Clinnin+, Walter Andrew (*listed as “Clinnen” in the Media Guide)

b. 2/5/1888, Chicago; d. 7/16/1955* (67), Chicago, IL 5’9, 170.  *Missing and presumed deceased.

At ND 1908-1909, 1910-1911.  The sixth of 13 children.  Knute Rockne started the opening game of the 1910 season at fullback, but performed poorly and was replaced by Clinnin, who then played three additional games at left half.  Rockne never saw the field again that season.  Walter was Assistant Captain of the 1911 ND football team, but did not return to school.  Played for DePaul, in 1912 and 1913, serving as Captain in 1913.  Sprinter on ND track team.  Won his boxing match, over All American Red Miller, in the spring, 1911 campus boxing and wrestling matches.

  Advertising Department, “Chicago Journal”, Oak Park, IL.  Coached DePaul.  On February 24, 1917, the SCHOLASTIC reported that he was the automobile editor of the Chicago Daily Journal.  He and his wife, the former Winifred Monighan, married in 1915 and divorced in 1949.  She lived to be 98 years old.  Their son John, a Naval Ensign, died in a night-fighter training plane crash during WWII.  A second son, Marine Captain Walter Andrew Clinnin, Jr., died 1/17/1952, when his plane crashed during the Korean War.  He was declared missing in action at that time, but the death was confirmed two years later.  Robert, a third son, also served as a Naval Aviator and later became a prominent attorney in L.A. County. 

The boys may have acquired their interest in flying from their father, who purchased the Heath Airplane Company in 1931, moving it to Niles, Michigan from Chicago.  Walter apparently invested and lost a lot of money in the 1933 Chicago World’s Fair and within a year was forced to close the business, which was then named the International Aircraft Corporation.  It’s unfortunate for him, because the company, later-named Heathkit, became quite successful and legendary.  Steve Jobs credited the Heathkits with inspiring his self-confidence while working with these complex kits. 

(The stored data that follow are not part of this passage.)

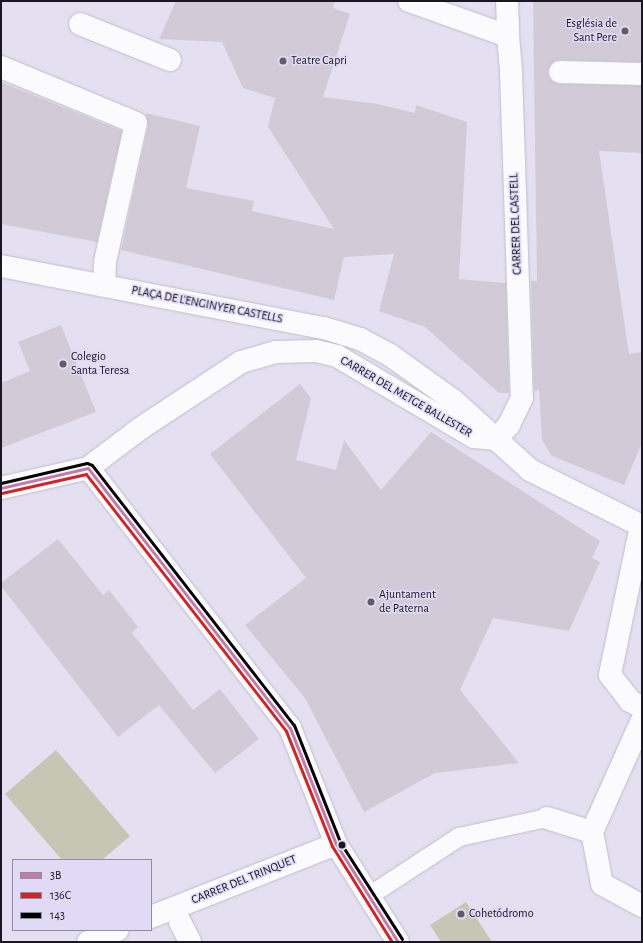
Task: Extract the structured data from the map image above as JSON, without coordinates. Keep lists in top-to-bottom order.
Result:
{
  "streets": {
    "street": [
      "CARRER DEL CASTELL",
      "PLAÇA DE L'ENGINYER CASTELLS",
      "CARRER DEL METGE BALLESTER",
      "CARRER DEL TRINQUET"
    ]
  },
  "crossings": [
    ["CARRER DEL CASTELL", "CARRER DEL METGE BALLESTER"],
    ["PLAÇA DE L'ENGINYER CASTELLS", "CARRER DEL METGE BALLESTER"]
  ],
  "places": [
    "Església de Sant Pere",
    "Teatre Capri",
    "Colegio Santa Teresa",
    "Ajuntament de Paterna",
    "Cohetódromo"
  ],
  "lines": ["transit line 143", "transit line 3B", "transit line 136C"],
  "legend": ["3B", "136C", "143"]
}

Clinnin was apparently doing well financially, in the early 20’s.  He was listed in an April 1, 1922 SCHOLASTIC article as a District Chairman of the Chicago committee raising funds for the Notre Dame Endowment.  A 1924 newspaper account indicated that he and his family would be wintering in Miami, beginning in December.  He owned this home, worth $25,000, which was a huge sum in those days.

 Walter appeared in the news, on September 22, 1925, when the Centralia Evening Sentinel reported that he served only a few days of a six-month Federal sentence, which was supposed to be served in the Kendall County Illinois Jail.  Several Sheriffs were implicated in similar schemes, releasing persons convicted of various prohibition crimes.

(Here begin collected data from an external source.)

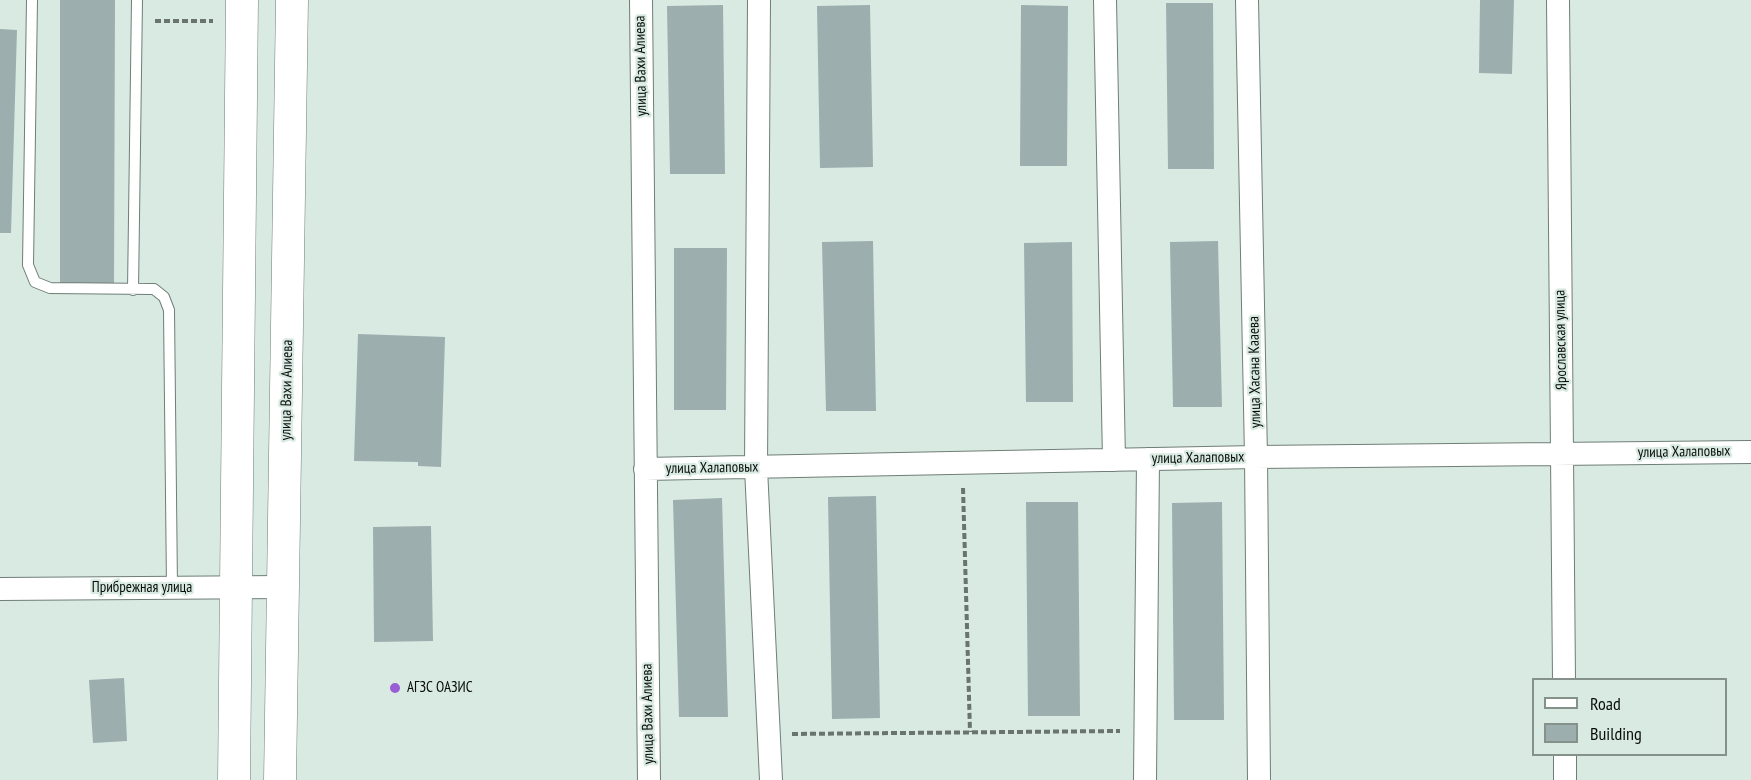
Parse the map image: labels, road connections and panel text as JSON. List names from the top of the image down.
{
  "streets": {
    "main road": ["улица Вахи Алиева"],
    "street": [
      "Ярославская улица",
      "улица Хасана Кааева",
      "улица Халаповых",
      "Прибрежная улица"
    ]
  },
  "crossings": [
    ["улица Вахи Алиева", "улица Халаповых"],
    ["улица Вахи Алиева", "Прибрежная улица"],
    ["Ярославская улица", "улица Халаповых"],
    ["улица Хасана Кааева", "улица Халаповых"]
  ],
  "places": ["АГЗС ОАЗИС"],
  "legend": ["Road", "Building"]
}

According to the National Archives, on May 5, 1925, Walter was sentenced to one year and one day, plus a $1,000 fine, in Chicago, for violating prohibition laws (the Volstead Act).  He entered the Leavenworth Penitentiary on February 10, 1926.  Clinnin’s occupation was listed as “broker,” in Oak Park’s city directory and “investment broker” in the records of Leavenworth Prison.  Two weeks after he arrived, he became a Gate Trusty.  On March 17, as Inmate #24795, he was transferred to the Federal Prison at Atlanta, after Attorney General John Sargent wrote Warden Biddle that “the present place of confinement is not sufficiently secure to insure the custody of this prisoner.”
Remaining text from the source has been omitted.